Selbstwert, Selbstbewusstsein aber sind maßgebliche Basisträger für die Entwicklung einer Sozialkompetenz sowie Empathie und Menschlichkeit, die unabdingbar für eine gesunde Gesellschaft sind.
Wir wissen heute von der Fähigkeit der Neuroplastizität unseres Gehirns und dass – stärker als die Gene – Umweltfaktoren einen entscheidenden Einfluss auf die geistig-seelische Entwicklung eines Menschen haben. Ein Mensch kann quasi ein Leben lang lernen und sich verändern; ein Leben lang kann ein Mensch sich für ganz neue Wege entscheiden, wenn er in einem förderlichen Umfeld aufwächst.
Wenn einem Kind, das unbedarft vor sich hinsummt, schon in jungen Jahren gesagt wird: „Höre besser auf zu singen, das klingt ja furchtbar!“, wird das Kind verstummen, der Weg einer möglichen musikalischen Entwicklung wird aprupt abgeschnitten, die dazu gehörenden Bahnen im Gehirn entwickeln sich ersteinmal nicht weiter … bis eines Tages vielleicht ein liebevoller Mensch kommt, der das musikalische Potential des Kindes wieder aufweckt.
Laut dem bekannten Hirnforscher Professor Dr. Gerald Hüther lernt ein Kind besonders gerne und spielerisch, wenn die Lerninhalte von Lehrern und Pädagogen mit echter Begeisterung vermittelt werden. Dann kann der Funke überspringen, dann wird Raum für Experimentierfreude und Entdeckergeist geschaffen, dann möchte ein Kind plötzlich wirklich verstehen und dazulernen.

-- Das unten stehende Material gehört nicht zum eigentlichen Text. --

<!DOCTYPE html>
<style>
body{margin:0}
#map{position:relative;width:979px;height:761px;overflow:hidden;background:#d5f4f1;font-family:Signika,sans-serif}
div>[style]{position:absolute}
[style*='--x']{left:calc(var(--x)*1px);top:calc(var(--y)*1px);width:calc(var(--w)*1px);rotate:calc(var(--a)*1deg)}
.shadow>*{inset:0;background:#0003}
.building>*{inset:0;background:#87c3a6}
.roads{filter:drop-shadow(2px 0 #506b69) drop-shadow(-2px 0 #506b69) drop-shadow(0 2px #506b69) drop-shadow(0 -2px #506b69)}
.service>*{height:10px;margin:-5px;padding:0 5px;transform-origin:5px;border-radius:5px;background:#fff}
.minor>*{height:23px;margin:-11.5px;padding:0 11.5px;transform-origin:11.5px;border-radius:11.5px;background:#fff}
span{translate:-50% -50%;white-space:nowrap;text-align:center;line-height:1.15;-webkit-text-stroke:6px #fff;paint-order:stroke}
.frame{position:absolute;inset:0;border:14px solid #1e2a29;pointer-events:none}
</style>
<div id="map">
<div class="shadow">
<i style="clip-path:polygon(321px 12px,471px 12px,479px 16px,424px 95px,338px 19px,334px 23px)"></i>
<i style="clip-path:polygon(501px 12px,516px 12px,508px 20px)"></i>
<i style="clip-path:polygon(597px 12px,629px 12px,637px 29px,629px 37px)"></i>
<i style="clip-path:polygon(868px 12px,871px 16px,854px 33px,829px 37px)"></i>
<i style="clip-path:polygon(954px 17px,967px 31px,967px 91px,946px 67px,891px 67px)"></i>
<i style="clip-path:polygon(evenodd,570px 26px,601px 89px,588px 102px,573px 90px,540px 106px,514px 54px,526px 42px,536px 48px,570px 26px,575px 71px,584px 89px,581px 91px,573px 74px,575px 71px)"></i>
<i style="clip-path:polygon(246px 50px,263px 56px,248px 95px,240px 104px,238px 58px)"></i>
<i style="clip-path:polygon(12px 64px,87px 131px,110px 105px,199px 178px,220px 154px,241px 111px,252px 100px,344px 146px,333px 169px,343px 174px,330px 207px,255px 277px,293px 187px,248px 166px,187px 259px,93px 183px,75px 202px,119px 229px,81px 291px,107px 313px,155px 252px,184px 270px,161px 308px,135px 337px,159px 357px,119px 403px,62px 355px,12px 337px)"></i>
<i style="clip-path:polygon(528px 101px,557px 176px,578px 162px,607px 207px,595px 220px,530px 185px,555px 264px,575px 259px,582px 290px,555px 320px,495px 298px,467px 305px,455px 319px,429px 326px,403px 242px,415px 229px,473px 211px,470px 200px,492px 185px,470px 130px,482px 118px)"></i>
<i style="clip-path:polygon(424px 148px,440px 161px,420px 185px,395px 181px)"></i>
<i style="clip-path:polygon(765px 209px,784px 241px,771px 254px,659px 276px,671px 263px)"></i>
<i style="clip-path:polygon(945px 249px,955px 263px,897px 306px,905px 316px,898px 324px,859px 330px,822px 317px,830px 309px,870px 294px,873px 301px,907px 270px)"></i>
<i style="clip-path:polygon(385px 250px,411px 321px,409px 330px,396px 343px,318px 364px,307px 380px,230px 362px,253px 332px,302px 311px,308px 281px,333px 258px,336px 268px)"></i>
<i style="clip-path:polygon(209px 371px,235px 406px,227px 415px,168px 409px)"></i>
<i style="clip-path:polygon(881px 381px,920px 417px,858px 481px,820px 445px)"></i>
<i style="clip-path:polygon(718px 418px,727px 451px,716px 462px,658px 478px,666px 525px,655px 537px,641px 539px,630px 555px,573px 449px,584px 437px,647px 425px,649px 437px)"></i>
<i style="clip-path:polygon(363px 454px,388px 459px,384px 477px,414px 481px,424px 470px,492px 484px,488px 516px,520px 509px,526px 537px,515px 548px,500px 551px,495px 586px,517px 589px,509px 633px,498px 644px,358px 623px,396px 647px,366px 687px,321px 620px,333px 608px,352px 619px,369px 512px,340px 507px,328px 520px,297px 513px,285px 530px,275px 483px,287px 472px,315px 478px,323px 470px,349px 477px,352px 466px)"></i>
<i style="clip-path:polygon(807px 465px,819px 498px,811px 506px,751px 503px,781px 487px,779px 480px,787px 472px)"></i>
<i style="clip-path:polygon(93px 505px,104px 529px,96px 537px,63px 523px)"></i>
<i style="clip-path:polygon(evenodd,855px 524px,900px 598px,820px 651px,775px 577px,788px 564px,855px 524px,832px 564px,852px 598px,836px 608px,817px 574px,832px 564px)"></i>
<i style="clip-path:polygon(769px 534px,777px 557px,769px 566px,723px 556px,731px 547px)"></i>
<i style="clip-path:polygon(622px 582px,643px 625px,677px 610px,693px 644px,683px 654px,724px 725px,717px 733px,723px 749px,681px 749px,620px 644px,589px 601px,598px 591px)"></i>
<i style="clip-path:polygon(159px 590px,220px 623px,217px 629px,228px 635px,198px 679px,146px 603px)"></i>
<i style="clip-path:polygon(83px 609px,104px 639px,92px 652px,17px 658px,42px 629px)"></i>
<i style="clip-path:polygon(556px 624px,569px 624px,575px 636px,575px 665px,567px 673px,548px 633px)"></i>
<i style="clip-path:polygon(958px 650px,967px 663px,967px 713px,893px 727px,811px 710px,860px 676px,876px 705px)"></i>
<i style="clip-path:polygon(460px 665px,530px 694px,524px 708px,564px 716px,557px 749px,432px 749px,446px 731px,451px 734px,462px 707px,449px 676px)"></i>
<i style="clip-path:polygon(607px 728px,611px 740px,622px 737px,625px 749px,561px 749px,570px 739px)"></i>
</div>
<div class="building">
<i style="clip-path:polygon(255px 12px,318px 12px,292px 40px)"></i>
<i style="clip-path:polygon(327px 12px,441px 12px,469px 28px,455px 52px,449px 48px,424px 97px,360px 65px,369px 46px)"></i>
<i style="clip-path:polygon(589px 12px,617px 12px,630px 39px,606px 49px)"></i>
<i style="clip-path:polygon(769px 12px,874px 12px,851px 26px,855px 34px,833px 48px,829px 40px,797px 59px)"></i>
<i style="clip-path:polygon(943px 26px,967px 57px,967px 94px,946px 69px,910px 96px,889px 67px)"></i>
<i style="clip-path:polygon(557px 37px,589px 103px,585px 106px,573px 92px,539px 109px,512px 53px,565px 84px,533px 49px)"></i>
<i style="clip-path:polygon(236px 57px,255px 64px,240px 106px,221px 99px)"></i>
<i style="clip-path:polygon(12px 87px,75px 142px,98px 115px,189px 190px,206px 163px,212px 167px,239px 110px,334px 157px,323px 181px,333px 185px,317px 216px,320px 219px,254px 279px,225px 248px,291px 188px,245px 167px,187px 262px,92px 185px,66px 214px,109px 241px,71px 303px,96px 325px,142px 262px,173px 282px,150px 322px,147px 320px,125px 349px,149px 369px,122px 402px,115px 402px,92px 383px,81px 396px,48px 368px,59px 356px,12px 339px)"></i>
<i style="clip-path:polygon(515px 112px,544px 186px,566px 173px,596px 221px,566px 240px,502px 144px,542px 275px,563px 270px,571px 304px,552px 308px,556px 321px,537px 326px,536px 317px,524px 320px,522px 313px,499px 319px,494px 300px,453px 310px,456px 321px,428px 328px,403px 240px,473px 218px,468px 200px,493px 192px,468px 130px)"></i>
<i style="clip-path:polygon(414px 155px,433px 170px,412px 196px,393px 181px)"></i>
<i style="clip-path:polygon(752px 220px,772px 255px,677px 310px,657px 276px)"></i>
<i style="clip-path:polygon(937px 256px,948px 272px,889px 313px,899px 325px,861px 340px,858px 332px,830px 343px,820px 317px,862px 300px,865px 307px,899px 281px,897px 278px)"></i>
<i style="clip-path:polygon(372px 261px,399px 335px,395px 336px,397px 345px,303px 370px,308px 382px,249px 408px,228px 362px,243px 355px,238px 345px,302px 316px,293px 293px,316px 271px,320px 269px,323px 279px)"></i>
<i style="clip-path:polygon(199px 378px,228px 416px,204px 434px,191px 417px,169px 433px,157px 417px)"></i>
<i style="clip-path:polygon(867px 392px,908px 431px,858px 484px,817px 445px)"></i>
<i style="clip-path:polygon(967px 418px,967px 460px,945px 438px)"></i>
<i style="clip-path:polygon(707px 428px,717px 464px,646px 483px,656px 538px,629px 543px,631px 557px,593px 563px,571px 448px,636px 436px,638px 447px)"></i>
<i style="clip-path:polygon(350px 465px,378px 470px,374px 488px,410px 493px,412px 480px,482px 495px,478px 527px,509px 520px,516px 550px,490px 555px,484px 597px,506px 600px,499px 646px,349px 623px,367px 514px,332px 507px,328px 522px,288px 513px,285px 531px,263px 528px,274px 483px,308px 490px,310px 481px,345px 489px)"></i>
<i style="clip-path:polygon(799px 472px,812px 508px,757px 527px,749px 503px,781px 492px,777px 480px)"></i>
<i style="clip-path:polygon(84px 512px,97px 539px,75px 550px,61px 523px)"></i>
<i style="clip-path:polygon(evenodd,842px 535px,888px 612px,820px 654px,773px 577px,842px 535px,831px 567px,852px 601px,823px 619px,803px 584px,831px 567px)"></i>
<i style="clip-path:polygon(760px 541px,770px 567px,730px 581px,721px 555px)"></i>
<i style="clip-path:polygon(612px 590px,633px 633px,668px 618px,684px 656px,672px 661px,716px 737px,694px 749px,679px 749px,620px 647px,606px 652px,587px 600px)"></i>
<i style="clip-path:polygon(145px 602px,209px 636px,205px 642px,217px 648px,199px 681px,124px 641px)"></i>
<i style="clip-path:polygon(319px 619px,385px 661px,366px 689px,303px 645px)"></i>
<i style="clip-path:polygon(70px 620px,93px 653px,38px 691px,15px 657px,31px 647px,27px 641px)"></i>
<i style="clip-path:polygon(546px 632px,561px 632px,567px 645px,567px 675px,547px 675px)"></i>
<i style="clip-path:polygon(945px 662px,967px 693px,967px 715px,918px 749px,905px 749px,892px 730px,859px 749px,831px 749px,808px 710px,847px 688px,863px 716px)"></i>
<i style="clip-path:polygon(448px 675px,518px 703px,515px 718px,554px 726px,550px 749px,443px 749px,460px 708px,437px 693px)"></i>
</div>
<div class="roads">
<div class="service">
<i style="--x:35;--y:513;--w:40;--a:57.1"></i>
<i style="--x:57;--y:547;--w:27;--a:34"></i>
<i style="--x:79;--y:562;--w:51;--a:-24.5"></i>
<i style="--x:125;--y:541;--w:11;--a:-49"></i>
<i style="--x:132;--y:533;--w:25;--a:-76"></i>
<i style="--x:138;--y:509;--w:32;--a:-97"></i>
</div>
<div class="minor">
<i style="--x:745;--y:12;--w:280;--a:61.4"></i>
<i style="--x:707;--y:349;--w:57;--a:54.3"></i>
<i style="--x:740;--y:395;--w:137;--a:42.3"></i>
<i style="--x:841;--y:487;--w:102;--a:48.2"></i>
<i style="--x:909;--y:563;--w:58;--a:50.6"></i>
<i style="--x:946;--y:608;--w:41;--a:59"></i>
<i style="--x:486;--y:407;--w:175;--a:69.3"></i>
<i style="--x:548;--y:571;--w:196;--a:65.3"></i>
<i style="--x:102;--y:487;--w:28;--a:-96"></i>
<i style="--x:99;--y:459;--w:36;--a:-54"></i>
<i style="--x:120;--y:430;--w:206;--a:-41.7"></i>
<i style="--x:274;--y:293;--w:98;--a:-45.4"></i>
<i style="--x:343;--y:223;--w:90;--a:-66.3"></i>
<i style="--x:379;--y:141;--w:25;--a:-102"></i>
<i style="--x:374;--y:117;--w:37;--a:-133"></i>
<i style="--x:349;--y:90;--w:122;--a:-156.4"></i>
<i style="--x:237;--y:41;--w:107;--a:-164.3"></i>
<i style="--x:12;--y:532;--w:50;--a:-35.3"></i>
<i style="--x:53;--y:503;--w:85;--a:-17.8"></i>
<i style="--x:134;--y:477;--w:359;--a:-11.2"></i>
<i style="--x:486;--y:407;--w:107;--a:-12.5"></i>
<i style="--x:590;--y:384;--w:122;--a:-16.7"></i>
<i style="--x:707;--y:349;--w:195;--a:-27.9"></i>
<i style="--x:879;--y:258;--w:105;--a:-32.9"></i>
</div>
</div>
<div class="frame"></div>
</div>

Es ist eine Freude solchen Pädagogen beim Unterrichten zuzusehen und zu beobachten, wie die Kinder unter deren Obhut regelrecht aufblühen.

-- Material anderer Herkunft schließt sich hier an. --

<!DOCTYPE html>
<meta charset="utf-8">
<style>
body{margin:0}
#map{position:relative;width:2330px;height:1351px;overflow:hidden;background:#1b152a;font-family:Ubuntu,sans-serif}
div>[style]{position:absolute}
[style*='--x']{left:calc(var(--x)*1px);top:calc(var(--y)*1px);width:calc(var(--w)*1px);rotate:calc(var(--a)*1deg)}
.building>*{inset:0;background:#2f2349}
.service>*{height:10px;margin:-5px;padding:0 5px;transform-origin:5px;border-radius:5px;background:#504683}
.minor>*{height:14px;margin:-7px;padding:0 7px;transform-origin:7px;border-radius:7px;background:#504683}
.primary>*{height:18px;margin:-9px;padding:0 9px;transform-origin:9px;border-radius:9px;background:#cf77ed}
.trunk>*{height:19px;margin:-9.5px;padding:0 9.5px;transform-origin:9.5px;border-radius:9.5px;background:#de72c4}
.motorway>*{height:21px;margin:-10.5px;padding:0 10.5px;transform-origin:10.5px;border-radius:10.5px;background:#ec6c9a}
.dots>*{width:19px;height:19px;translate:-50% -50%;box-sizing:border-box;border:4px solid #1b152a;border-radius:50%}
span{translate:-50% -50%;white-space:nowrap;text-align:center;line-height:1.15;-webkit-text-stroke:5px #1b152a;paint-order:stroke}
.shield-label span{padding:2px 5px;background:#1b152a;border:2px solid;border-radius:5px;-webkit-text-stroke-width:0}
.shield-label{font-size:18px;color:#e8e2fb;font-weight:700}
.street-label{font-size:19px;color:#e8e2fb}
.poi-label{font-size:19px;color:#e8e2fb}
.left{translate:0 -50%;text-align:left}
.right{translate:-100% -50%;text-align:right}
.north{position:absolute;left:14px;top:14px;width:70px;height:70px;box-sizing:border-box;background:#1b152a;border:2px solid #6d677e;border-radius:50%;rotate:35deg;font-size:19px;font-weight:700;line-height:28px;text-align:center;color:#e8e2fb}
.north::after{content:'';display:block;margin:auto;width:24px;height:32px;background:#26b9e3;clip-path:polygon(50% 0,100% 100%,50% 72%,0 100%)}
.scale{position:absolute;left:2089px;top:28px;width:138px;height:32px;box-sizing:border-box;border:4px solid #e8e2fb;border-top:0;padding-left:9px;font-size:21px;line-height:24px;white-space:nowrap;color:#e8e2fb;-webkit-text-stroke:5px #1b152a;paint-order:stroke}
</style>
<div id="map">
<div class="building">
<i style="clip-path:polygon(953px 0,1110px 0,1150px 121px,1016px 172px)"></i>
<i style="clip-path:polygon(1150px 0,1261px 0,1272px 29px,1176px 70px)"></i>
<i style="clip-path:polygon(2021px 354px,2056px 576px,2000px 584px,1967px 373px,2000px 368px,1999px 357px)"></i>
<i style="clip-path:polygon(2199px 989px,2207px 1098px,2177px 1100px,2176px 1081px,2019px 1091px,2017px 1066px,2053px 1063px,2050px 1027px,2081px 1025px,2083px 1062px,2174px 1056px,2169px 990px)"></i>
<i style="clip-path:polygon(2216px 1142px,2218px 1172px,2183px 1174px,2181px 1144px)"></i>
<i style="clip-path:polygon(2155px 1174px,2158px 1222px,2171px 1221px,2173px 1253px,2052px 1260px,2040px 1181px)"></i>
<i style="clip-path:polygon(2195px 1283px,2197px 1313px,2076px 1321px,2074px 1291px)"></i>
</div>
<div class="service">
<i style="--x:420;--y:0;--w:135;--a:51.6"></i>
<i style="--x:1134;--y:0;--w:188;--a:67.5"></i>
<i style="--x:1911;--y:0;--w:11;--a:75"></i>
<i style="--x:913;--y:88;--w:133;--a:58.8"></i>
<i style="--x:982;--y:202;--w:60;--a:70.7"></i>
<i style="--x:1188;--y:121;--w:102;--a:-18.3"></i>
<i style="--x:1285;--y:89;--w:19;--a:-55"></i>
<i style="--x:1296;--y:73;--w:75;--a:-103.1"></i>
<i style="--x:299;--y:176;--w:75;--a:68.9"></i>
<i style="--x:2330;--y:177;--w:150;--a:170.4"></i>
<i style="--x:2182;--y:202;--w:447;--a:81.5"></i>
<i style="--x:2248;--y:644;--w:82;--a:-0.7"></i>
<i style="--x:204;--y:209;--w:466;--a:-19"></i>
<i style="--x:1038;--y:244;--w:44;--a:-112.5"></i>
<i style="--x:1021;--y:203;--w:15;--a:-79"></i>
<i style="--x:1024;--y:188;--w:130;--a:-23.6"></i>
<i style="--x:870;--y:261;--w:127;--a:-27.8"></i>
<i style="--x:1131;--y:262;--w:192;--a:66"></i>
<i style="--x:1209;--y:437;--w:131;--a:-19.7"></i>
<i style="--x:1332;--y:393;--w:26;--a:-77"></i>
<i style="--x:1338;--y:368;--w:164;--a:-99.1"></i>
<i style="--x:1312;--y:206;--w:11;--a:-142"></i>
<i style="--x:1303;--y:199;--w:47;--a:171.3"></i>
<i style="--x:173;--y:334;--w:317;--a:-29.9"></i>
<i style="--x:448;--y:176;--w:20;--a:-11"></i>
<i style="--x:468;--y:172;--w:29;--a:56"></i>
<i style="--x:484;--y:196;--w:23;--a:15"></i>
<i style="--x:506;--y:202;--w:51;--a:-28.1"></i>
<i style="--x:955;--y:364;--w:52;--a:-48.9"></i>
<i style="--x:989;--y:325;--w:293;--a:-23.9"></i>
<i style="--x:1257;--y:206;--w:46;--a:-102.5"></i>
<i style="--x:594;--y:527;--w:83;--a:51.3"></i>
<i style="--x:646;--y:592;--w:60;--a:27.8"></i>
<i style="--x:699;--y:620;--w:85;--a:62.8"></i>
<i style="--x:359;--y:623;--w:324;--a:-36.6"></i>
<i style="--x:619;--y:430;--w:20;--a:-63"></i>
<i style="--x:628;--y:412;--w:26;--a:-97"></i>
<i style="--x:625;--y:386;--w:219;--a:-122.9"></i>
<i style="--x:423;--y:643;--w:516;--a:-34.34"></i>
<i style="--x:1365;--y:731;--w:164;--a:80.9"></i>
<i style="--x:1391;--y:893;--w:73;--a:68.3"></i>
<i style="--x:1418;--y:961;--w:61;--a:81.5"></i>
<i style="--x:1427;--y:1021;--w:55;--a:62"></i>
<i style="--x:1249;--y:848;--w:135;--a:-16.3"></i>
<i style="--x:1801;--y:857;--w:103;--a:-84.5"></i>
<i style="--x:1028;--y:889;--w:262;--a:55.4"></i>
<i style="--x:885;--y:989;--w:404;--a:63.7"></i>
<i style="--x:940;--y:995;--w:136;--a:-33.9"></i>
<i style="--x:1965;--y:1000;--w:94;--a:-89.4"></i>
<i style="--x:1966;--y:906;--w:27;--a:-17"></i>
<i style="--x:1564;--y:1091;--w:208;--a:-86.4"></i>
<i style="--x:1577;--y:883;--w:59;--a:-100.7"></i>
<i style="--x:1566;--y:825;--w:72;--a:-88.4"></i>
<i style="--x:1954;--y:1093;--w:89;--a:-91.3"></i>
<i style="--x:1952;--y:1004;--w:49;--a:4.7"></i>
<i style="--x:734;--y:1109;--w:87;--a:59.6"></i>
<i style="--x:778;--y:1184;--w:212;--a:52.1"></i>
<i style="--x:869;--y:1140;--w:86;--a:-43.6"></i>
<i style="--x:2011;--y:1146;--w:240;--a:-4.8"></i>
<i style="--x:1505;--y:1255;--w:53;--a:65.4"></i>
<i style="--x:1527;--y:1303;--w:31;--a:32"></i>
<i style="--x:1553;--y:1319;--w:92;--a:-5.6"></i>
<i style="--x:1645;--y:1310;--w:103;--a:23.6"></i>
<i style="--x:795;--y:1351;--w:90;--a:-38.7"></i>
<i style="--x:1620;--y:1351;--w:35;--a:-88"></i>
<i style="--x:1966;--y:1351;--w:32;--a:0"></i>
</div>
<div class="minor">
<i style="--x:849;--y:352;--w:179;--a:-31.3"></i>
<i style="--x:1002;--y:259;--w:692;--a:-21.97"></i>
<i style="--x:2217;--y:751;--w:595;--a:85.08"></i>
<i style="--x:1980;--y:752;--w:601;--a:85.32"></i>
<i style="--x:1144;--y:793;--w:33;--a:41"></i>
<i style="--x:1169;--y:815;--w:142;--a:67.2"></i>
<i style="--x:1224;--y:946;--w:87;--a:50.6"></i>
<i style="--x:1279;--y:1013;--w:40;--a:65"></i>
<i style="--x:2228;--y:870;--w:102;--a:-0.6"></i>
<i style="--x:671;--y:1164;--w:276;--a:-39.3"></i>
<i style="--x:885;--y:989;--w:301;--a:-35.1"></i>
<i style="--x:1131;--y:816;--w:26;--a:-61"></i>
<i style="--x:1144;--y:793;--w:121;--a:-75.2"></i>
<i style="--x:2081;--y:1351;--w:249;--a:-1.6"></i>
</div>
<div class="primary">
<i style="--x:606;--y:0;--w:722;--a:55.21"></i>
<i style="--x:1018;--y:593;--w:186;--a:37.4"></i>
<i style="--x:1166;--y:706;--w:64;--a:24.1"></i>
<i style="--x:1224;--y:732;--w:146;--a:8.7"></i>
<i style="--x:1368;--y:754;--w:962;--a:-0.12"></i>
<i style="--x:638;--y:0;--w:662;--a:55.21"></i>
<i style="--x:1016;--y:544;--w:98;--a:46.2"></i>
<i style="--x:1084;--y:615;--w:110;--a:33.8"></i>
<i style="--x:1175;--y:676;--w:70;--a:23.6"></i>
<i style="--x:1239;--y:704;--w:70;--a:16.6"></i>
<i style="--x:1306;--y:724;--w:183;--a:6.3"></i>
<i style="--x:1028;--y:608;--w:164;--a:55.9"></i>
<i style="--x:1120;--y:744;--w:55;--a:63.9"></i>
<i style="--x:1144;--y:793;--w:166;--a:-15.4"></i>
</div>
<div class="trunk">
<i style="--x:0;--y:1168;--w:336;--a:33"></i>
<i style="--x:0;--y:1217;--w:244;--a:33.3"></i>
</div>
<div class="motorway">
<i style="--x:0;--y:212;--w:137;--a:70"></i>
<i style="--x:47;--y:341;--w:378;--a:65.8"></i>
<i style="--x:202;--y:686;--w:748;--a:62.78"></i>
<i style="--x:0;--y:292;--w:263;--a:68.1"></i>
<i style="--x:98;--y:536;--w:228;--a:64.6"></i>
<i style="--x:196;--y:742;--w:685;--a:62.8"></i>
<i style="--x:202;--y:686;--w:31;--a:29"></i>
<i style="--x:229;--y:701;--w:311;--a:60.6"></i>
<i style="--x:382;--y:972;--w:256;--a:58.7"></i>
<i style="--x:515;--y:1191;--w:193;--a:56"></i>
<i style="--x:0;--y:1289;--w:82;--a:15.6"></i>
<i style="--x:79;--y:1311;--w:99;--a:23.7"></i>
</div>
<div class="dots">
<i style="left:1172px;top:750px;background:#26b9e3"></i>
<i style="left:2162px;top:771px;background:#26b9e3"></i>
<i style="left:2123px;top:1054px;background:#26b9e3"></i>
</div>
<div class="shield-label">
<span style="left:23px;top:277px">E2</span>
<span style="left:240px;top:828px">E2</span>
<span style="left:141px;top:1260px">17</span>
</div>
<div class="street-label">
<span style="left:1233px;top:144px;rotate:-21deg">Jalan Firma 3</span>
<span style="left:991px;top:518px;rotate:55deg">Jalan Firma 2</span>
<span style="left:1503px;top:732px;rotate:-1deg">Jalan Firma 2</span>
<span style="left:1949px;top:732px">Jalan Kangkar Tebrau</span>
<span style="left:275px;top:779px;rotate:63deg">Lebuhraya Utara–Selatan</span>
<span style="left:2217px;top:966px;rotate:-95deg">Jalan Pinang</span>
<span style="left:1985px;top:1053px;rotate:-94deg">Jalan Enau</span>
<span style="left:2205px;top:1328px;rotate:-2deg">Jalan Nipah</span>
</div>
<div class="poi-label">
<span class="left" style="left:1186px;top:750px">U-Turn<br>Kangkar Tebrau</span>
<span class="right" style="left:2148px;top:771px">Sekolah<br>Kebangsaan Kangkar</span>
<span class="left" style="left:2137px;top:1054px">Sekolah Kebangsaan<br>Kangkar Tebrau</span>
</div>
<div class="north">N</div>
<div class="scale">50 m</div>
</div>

Auch in der Kunsttherapie wird dem Kind ein geschützter kreativer Raum zur Verfügung gestellt. Das Kind wird ganzheitlich wahrgenommen und kann – unter der behutsamen Begleitung einer Kunsttherapeutin – seine Flügel entfalten und neue Welten erkunden: im unendlichen Reich des kreativen Gestaltens, mittels Malen, Tonen oder der Arbeit mit Märchen und Rollenspielen …! Das Kind lernt hier wieder, an sich zu glauben – durch den heilsamen Kontakt in der Begleitung durch die Kunsttherapeutin. Es entsteht viel Raum für Spiel- und Entdeckerfreude und das Kind kann dadurch lernen, Schritt für Schritt neue Wege zu gehen, die zu mehr Erfülltheit, Zufriedenheit und Ausgeglichenheit führen können.